• **What to work on**:
In the records below, how many lines hold the word "down"? Give only the number.

Stored entries:

+ + +

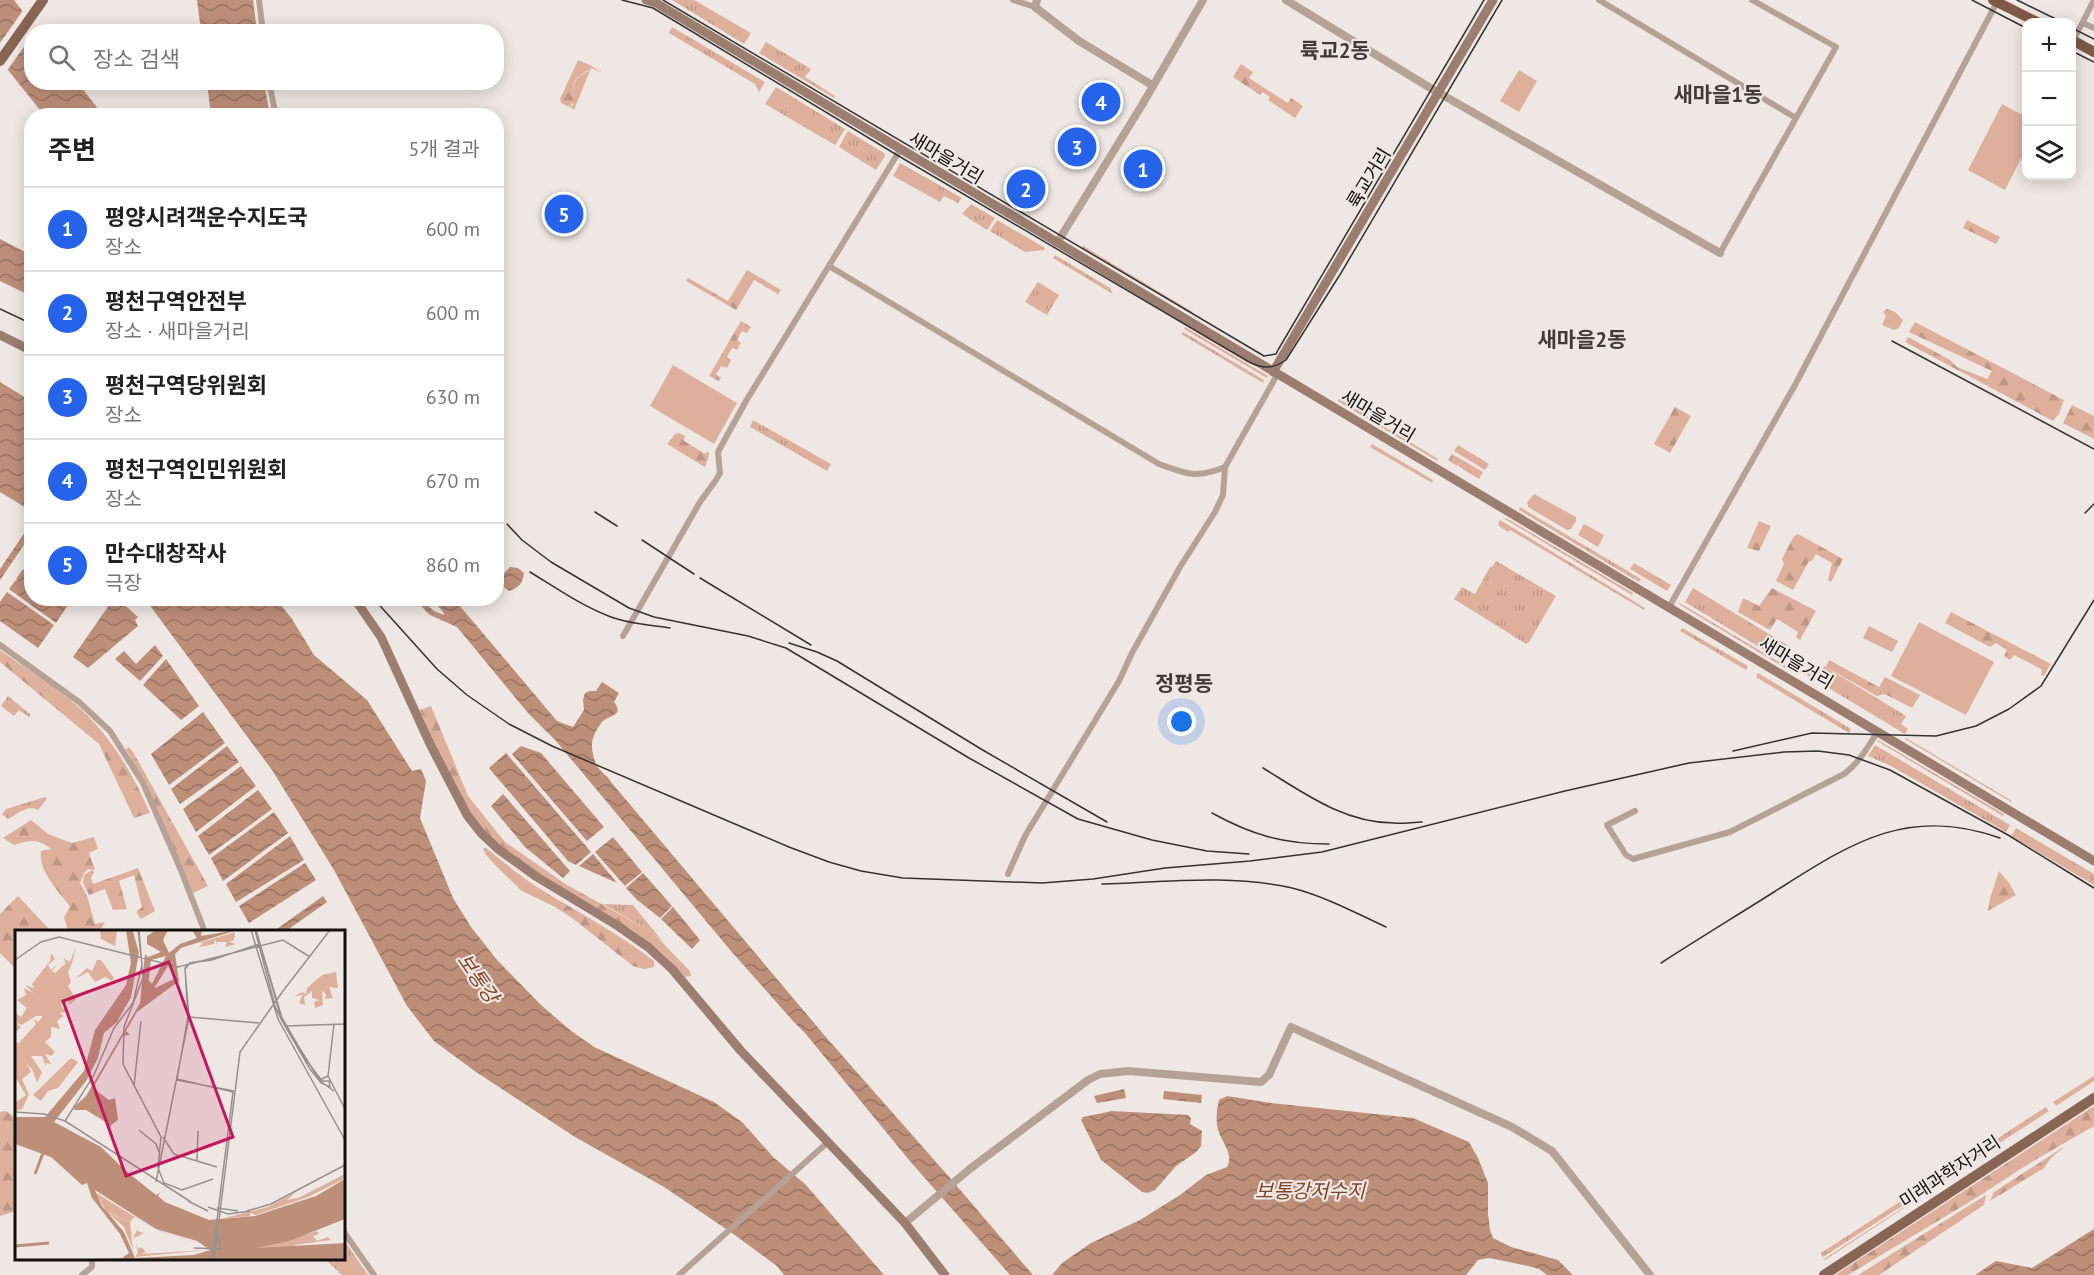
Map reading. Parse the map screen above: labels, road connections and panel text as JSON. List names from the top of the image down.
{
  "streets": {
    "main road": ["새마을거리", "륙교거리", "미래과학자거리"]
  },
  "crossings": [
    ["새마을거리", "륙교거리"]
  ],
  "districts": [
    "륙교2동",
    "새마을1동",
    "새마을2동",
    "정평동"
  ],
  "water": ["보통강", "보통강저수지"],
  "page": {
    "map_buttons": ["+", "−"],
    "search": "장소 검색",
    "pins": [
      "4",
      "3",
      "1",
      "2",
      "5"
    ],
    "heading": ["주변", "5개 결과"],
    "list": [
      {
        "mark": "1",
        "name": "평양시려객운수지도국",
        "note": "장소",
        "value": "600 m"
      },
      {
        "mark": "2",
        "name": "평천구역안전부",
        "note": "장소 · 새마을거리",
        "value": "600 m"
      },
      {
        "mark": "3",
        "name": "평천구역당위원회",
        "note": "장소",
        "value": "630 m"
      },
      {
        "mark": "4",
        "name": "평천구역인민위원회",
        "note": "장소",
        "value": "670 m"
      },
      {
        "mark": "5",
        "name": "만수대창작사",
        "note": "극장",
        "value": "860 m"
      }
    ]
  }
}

+ + +

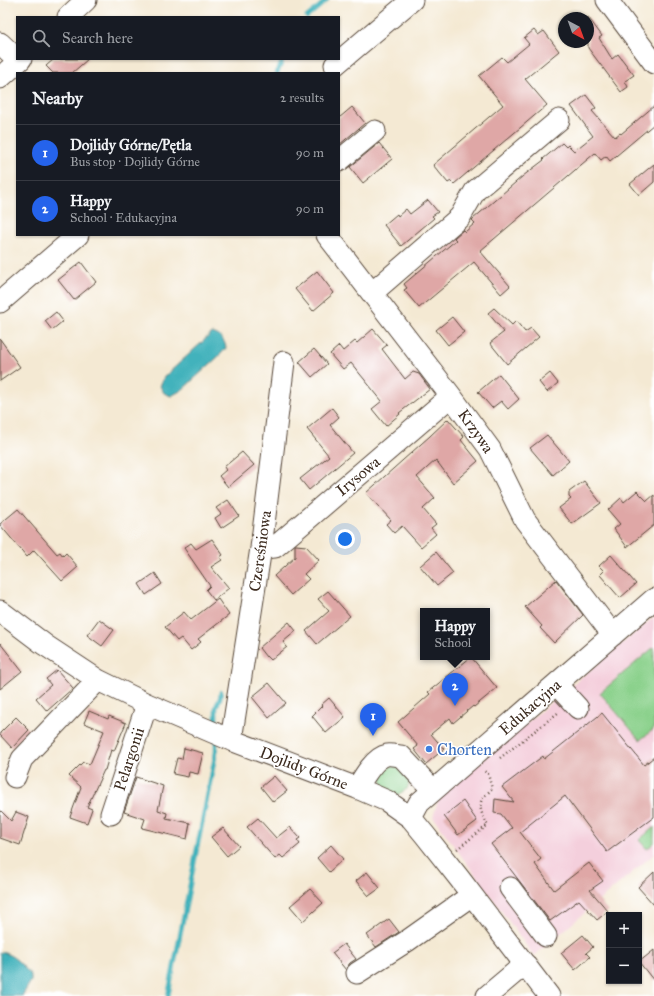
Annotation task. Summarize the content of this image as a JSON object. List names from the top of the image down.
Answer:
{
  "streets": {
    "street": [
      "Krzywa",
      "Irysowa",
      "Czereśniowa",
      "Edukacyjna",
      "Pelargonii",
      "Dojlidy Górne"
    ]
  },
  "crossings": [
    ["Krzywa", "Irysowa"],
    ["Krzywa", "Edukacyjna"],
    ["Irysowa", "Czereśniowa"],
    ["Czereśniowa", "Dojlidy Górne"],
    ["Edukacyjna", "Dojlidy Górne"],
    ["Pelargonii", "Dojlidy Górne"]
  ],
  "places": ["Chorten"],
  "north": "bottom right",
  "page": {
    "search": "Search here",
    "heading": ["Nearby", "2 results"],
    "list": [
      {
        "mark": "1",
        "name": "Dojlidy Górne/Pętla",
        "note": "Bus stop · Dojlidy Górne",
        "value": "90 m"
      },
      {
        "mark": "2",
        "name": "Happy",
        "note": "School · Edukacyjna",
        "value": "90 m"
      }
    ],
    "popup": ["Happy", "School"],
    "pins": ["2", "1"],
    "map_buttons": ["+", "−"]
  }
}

+ + +

• **Solution for this problem**:
2